Among the lines of the records, please find those that contain the word "linecap" and copy them.
--- START ---
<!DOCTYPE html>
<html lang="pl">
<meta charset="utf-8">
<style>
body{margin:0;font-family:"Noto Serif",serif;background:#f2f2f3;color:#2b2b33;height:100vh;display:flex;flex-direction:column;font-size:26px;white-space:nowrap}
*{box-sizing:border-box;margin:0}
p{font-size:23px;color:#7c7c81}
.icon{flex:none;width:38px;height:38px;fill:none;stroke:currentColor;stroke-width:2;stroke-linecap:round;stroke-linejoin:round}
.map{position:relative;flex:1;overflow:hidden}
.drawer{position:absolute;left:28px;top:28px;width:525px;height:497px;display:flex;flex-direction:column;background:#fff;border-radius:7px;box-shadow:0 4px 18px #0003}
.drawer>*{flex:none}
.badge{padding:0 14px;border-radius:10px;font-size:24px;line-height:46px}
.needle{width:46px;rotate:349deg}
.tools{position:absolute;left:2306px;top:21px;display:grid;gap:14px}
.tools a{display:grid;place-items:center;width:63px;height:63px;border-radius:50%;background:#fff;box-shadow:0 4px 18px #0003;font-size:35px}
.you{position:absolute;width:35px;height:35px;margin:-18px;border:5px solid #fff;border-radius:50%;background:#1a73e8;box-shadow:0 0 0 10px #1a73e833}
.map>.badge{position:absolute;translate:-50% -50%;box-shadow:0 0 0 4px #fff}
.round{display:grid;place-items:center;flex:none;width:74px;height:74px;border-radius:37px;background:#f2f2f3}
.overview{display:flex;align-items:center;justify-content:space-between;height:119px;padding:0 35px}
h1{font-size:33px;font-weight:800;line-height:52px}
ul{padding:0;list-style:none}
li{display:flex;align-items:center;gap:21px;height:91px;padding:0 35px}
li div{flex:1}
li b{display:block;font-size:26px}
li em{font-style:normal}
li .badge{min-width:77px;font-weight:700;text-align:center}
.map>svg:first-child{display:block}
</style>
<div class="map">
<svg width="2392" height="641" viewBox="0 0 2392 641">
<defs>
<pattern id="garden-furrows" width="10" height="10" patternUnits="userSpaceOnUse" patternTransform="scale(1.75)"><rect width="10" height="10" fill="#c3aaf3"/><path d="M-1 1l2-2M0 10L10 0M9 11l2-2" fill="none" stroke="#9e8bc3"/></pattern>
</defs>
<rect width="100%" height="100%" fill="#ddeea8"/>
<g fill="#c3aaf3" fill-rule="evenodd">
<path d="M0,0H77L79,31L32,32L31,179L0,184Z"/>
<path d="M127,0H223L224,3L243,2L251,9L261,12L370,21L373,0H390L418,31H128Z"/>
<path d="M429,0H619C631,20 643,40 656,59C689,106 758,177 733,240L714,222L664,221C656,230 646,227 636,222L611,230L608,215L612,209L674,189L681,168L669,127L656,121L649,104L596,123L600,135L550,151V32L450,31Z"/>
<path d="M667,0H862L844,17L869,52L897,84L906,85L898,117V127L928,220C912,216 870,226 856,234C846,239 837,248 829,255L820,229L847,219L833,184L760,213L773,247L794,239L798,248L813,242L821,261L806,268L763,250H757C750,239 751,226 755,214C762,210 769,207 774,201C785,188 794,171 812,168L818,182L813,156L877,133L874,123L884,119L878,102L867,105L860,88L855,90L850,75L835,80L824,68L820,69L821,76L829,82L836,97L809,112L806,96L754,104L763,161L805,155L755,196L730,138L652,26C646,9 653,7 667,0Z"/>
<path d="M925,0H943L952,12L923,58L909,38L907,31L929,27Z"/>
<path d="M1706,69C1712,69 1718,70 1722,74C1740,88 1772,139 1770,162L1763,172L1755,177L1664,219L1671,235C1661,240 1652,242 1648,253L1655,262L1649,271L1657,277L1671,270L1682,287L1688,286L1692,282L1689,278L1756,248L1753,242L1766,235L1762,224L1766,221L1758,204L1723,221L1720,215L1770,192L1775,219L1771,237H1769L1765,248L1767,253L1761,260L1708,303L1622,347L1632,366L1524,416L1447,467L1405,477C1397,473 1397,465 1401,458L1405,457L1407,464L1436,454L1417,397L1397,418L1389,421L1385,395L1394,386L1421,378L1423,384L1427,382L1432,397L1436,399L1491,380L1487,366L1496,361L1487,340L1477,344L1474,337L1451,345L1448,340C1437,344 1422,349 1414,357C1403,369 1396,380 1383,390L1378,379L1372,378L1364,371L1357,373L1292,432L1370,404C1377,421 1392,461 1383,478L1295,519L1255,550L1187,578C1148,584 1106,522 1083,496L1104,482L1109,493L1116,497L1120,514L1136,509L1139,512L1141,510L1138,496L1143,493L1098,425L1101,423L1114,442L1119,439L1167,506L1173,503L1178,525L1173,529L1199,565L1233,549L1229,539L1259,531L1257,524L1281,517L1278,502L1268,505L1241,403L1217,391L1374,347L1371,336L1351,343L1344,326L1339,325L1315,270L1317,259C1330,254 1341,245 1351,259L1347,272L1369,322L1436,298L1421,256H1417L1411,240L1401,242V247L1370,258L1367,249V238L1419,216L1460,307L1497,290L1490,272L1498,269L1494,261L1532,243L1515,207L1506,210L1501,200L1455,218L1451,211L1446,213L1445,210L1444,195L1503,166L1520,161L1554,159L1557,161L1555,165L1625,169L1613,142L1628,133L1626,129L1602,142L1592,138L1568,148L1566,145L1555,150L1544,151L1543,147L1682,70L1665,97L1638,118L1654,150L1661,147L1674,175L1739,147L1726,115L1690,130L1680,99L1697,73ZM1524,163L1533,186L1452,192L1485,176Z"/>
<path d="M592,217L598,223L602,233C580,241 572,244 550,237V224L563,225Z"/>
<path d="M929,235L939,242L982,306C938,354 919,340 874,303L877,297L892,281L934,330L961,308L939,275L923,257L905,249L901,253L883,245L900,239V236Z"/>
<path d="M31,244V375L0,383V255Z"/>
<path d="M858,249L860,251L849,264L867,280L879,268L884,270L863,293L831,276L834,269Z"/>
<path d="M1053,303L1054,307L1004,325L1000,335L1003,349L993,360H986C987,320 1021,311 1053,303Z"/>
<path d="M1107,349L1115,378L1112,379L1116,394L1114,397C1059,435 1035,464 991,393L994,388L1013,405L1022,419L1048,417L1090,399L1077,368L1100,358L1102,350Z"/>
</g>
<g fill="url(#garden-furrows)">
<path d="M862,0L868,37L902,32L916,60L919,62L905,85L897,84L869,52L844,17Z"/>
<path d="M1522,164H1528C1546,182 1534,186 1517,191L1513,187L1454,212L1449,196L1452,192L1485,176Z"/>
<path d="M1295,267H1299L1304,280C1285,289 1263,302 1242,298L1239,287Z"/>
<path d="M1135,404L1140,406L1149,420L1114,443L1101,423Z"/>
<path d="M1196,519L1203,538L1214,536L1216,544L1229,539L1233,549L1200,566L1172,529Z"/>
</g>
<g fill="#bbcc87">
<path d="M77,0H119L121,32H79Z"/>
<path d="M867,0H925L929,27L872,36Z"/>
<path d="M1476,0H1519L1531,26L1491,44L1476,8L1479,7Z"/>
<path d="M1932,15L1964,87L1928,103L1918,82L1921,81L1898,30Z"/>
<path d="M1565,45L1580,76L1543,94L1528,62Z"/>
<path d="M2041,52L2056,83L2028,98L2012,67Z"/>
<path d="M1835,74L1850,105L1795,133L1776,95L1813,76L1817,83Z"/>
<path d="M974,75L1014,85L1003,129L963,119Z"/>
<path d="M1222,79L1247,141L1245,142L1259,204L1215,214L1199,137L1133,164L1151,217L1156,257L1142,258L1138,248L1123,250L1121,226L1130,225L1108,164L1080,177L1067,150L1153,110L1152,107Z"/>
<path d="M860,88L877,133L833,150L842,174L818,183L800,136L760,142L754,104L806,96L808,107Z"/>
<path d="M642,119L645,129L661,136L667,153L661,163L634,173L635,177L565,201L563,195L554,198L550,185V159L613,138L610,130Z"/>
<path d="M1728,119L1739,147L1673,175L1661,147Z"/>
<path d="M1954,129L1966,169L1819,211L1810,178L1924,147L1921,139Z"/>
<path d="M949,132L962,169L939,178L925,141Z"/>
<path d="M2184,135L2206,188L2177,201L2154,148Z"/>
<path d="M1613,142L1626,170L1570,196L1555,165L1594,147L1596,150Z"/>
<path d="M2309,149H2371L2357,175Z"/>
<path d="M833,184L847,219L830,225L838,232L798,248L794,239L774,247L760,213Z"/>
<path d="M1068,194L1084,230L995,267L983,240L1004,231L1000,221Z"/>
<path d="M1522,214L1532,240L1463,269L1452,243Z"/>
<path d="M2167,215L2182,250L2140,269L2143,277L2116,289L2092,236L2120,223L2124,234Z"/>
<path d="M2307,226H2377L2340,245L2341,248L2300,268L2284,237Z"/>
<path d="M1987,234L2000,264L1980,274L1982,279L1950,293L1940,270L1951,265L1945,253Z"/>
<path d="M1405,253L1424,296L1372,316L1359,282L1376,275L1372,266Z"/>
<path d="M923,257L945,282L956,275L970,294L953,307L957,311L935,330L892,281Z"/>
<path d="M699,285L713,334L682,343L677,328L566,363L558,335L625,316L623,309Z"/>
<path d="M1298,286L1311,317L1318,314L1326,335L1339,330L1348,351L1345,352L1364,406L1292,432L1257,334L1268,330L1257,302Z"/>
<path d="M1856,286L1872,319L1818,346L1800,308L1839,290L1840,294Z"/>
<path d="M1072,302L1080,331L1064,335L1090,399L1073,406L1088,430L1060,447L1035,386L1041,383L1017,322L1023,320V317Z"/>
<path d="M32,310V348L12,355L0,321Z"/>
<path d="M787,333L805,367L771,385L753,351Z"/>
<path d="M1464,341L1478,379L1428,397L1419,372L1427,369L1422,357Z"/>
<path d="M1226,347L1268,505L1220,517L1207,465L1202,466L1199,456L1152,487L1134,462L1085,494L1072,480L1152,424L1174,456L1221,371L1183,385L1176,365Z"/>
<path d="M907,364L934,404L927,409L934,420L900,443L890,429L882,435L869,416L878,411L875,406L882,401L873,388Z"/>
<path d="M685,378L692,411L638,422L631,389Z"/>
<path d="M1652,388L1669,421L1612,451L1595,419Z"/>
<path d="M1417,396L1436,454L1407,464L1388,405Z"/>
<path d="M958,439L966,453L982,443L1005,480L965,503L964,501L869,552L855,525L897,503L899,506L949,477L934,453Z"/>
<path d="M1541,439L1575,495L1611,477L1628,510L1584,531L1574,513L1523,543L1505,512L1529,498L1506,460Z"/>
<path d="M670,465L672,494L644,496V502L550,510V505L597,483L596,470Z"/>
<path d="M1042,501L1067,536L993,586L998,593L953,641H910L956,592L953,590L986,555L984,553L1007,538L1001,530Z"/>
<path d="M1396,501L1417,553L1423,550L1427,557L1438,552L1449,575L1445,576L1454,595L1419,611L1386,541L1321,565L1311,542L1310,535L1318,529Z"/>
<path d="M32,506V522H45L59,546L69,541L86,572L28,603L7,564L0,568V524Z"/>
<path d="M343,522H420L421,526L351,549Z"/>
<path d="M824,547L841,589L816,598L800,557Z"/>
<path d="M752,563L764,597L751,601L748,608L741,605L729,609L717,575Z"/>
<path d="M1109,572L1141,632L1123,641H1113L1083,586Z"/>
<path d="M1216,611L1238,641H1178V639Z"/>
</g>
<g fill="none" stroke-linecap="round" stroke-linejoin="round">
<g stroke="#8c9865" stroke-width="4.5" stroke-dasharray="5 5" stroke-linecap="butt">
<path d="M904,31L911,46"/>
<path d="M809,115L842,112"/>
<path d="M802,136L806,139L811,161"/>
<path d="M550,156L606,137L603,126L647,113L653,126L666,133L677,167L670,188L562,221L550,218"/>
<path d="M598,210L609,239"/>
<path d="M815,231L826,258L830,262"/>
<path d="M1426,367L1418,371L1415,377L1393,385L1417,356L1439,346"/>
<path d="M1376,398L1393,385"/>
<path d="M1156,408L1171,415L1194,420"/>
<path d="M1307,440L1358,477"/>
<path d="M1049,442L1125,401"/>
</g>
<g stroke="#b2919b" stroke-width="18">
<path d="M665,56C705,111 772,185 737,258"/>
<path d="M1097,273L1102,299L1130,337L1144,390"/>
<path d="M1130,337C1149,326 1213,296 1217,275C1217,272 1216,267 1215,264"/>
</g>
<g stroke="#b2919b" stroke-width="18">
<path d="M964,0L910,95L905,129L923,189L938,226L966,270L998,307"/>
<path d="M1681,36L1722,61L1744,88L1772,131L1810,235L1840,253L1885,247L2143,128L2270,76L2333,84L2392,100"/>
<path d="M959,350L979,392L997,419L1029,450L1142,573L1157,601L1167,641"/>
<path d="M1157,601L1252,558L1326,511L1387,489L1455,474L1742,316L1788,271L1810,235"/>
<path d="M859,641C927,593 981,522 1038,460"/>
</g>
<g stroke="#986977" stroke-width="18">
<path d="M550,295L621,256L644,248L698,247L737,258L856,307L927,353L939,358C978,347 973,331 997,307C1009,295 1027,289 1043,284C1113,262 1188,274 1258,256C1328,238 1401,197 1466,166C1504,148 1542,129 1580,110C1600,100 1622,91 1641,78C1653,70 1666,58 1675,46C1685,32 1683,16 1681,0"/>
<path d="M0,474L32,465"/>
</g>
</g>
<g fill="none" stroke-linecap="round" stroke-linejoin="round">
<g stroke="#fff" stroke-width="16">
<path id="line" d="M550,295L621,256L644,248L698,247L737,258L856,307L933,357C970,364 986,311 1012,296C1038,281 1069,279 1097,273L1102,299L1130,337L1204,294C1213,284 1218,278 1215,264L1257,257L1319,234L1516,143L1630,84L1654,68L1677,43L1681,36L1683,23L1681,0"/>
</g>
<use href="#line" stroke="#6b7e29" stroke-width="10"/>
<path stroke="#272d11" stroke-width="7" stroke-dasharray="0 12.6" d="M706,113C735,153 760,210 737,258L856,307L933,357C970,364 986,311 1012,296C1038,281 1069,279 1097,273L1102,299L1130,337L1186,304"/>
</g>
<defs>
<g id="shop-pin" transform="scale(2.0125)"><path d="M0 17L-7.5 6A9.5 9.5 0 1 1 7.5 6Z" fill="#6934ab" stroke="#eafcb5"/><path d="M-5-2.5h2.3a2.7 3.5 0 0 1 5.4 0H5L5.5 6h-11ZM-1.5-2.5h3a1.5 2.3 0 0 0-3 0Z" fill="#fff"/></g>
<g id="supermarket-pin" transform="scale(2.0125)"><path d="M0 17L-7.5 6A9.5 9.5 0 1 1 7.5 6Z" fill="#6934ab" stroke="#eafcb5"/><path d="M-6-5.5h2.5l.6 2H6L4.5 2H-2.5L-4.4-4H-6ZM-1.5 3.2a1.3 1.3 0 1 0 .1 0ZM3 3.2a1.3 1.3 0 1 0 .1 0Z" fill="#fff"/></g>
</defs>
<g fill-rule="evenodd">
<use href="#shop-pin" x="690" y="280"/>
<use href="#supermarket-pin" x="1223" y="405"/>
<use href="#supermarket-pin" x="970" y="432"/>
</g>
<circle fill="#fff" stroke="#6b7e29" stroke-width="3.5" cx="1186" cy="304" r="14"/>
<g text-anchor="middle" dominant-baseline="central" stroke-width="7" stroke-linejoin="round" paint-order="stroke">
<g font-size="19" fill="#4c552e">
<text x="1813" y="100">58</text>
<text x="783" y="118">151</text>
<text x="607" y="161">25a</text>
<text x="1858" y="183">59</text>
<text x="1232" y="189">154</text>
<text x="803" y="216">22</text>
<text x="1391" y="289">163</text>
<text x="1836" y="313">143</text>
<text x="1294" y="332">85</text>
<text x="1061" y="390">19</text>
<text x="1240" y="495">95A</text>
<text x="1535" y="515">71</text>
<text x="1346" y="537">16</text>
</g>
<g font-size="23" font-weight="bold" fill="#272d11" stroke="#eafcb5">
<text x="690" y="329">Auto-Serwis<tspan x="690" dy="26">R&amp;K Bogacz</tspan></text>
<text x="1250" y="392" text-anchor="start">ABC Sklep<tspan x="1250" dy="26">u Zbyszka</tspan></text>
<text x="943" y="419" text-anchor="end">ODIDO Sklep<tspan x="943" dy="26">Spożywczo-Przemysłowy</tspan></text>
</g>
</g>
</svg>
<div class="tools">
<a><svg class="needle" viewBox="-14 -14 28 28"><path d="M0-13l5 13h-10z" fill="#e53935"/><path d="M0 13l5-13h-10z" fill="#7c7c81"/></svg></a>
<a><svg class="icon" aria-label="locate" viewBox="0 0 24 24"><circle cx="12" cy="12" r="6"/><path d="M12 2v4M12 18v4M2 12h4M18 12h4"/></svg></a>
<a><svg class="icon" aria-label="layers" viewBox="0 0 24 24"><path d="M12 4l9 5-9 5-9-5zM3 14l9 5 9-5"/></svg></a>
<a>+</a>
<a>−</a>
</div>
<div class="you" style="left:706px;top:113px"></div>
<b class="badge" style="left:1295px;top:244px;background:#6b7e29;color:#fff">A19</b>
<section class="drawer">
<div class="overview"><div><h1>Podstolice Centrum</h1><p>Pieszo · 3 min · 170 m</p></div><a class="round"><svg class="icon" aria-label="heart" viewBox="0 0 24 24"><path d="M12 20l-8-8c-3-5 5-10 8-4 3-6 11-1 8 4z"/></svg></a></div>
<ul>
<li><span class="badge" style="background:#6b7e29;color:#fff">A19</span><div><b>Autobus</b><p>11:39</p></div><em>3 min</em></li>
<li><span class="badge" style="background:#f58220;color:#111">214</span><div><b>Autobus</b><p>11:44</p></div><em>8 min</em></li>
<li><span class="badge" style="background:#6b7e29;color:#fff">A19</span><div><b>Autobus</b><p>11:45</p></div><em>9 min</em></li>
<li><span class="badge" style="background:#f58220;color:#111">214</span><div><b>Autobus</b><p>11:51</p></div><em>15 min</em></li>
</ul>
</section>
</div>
--- END ---
• Task answer:
.icon{flex:none;width:38px;height:38px;fill:none;stroke:currentColor;stroke-width:2;stroke-linecap:round;stroke-linejoin:round}
<g fill="none" stroke-linecap="round" stroke-linejoin="round">
<g stroke="#8c9865" stroke-width="4.5" stroke-dasharray="5 5" stroke-linecap="butt">
<g fill="none" stroke-linecap="round" stroke-linejoin="round">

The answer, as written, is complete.